Filter these entries down to the lines that hold the word "document", and show each of them.

--- Data for the task Enclosed Below ---

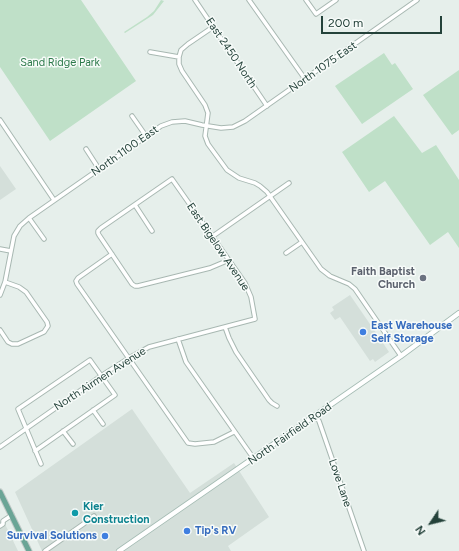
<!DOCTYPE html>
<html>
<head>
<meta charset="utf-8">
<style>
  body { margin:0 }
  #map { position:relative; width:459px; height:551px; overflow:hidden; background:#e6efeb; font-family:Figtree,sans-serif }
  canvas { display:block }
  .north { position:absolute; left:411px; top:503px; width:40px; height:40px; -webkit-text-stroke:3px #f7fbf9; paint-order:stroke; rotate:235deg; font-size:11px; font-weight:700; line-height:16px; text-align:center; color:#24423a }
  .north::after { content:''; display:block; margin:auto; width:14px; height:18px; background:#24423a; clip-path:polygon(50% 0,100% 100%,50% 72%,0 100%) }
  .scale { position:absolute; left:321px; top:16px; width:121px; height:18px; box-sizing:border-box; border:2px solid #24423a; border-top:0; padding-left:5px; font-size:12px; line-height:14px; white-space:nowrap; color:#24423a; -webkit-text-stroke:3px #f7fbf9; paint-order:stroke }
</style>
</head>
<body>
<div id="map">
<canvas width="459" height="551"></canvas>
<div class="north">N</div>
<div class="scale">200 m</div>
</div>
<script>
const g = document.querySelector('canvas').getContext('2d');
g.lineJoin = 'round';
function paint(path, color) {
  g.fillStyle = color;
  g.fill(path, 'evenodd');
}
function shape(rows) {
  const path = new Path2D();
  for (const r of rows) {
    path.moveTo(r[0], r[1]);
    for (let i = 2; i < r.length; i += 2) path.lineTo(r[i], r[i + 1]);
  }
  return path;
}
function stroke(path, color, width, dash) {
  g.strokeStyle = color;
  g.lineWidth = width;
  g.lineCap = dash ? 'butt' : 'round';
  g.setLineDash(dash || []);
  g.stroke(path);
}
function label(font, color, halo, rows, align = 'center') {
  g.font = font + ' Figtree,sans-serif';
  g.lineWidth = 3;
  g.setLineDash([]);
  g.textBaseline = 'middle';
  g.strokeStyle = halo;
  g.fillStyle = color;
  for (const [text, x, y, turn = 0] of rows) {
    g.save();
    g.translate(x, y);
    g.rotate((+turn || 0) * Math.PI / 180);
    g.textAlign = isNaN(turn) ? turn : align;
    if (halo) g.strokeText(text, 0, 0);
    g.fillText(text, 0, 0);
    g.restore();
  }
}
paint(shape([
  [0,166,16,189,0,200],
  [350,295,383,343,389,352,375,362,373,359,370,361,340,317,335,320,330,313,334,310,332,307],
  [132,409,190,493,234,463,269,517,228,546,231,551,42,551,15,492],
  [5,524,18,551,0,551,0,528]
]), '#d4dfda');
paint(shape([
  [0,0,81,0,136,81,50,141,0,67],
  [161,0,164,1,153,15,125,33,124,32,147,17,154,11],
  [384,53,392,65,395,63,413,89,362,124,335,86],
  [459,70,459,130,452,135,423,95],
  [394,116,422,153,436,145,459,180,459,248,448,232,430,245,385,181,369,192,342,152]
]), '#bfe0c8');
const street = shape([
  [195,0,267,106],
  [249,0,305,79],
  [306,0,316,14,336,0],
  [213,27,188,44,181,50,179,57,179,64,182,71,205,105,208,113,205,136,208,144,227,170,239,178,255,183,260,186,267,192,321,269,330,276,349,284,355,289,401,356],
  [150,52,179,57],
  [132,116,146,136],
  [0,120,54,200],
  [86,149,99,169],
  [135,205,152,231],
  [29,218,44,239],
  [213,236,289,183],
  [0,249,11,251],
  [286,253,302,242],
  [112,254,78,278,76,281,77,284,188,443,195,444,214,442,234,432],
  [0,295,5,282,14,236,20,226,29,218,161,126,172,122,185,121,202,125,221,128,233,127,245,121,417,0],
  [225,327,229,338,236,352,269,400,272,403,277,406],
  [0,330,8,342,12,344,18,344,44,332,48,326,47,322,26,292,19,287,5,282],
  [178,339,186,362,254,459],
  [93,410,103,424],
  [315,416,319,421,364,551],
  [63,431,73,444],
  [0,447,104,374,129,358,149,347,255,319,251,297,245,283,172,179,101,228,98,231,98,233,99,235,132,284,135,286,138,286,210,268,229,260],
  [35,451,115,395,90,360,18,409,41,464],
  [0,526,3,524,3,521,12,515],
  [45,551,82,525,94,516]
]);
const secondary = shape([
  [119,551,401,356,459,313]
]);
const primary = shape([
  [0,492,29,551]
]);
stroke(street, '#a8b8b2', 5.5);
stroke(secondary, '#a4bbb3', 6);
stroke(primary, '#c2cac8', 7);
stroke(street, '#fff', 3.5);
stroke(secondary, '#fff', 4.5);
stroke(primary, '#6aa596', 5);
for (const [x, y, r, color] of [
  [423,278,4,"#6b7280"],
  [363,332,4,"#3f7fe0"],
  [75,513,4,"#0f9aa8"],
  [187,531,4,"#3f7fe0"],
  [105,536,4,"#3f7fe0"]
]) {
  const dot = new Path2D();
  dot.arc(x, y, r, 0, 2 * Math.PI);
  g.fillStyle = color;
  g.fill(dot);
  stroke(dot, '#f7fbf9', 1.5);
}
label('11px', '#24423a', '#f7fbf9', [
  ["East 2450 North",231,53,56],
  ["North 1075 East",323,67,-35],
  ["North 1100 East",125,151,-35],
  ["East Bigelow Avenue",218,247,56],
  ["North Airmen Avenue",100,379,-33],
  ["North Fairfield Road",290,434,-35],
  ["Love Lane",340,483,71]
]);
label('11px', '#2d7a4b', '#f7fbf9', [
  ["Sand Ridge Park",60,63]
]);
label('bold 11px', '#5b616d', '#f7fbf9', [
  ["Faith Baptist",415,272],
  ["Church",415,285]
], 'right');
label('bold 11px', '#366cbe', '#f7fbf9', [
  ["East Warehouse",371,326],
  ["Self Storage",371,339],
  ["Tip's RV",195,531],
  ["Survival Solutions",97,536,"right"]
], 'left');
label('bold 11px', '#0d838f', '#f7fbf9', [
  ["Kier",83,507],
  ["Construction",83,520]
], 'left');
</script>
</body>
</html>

--- End of Enclosed Data for the task ---
--- Data for the task Enclosed Below ---

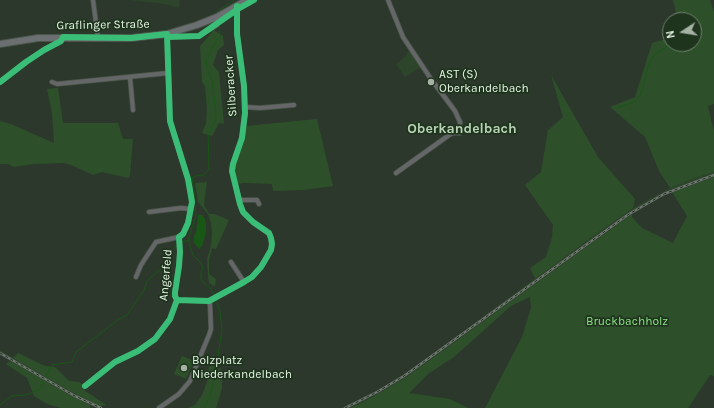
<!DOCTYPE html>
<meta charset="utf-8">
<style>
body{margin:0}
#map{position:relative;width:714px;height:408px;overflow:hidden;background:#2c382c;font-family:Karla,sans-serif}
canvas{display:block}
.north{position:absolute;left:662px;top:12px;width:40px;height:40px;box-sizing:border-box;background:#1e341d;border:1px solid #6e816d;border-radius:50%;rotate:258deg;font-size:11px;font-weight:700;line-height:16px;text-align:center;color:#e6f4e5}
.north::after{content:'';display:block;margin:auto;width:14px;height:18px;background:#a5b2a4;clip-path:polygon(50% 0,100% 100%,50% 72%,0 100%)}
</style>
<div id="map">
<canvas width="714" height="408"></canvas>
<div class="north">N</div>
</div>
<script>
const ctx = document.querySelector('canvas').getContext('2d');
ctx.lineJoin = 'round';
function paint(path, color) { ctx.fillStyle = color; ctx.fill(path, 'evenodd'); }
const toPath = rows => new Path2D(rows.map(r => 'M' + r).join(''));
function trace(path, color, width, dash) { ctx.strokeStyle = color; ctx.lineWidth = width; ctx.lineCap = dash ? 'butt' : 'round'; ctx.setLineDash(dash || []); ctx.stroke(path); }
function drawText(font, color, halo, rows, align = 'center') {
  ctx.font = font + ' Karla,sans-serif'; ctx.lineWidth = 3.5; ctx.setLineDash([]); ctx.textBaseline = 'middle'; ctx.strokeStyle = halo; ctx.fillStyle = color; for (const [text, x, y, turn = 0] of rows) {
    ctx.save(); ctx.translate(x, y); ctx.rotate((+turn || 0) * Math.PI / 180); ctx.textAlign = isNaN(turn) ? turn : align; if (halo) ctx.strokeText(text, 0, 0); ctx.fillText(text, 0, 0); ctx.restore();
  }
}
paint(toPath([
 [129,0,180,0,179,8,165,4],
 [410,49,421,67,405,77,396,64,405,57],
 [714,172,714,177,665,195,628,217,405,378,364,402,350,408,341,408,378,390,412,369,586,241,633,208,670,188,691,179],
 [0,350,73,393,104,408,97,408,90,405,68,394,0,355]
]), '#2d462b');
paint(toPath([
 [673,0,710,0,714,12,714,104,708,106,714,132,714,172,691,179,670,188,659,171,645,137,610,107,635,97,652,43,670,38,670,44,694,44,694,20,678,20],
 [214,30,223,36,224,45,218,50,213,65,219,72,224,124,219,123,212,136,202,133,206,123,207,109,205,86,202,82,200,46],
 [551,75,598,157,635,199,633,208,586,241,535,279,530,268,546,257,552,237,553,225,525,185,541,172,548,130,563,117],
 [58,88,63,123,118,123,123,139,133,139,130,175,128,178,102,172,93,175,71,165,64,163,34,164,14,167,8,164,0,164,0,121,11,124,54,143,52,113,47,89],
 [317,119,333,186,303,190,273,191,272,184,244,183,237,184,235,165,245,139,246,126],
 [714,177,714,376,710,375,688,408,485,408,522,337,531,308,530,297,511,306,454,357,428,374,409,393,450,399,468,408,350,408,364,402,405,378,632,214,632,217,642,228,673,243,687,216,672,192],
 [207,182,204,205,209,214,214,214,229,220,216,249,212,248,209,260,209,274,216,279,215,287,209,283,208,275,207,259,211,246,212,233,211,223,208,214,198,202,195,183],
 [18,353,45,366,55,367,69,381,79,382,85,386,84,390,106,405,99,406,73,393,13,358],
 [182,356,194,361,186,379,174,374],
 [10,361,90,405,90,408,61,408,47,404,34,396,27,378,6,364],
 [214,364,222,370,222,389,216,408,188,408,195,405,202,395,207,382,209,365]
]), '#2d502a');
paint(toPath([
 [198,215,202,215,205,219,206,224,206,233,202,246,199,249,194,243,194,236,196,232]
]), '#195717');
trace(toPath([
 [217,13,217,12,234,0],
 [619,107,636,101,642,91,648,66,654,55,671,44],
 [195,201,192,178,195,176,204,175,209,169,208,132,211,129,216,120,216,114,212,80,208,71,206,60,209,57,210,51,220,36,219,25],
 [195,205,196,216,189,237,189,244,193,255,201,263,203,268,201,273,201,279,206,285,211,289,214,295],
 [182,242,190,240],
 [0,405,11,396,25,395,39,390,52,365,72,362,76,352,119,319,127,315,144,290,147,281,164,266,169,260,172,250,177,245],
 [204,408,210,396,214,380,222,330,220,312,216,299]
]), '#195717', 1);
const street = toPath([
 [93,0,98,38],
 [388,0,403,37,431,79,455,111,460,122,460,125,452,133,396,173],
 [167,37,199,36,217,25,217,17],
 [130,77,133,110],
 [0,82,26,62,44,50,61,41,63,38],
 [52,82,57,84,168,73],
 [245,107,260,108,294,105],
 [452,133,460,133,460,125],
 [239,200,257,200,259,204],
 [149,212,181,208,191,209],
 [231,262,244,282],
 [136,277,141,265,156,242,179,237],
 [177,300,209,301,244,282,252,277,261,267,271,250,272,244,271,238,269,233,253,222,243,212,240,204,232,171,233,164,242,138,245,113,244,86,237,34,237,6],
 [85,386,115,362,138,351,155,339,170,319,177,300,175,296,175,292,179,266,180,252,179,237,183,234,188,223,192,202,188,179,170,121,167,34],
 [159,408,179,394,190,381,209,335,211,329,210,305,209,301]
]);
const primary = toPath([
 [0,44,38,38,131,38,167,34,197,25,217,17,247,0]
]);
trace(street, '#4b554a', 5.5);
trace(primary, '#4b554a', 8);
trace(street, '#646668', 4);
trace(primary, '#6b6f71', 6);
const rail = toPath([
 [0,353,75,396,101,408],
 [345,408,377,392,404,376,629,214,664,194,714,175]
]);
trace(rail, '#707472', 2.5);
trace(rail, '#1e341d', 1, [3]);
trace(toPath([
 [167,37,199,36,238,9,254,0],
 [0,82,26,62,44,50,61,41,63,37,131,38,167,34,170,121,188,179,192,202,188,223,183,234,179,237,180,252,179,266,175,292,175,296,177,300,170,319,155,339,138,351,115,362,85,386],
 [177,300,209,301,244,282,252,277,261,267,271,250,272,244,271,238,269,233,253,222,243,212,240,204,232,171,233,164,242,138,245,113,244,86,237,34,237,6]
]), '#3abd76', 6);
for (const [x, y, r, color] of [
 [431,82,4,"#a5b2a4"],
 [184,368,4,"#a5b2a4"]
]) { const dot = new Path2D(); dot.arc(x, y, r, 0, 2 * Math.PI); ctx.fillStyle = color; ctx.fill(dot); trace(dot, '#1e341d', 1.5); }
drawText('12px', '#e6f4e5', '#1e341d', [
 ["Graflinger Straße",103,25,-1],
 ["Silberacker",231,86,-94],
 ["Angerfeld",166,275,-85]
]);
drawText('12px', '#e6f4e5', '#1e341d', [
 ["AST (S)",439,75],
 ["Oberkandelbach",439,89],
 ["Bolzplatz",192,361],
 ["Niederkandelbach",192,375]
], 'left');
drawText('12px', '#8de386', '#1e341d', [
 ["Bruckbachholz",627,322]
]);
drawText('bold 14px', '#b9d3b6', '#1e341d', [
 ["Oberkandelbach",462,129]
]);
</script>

--- End of Enclosed Data for the task ---

» **Response to this task**:
const g = document.querySelector('canvas').getContext('2d');
const ctx = document.querySelector('canvas').getContext('2d');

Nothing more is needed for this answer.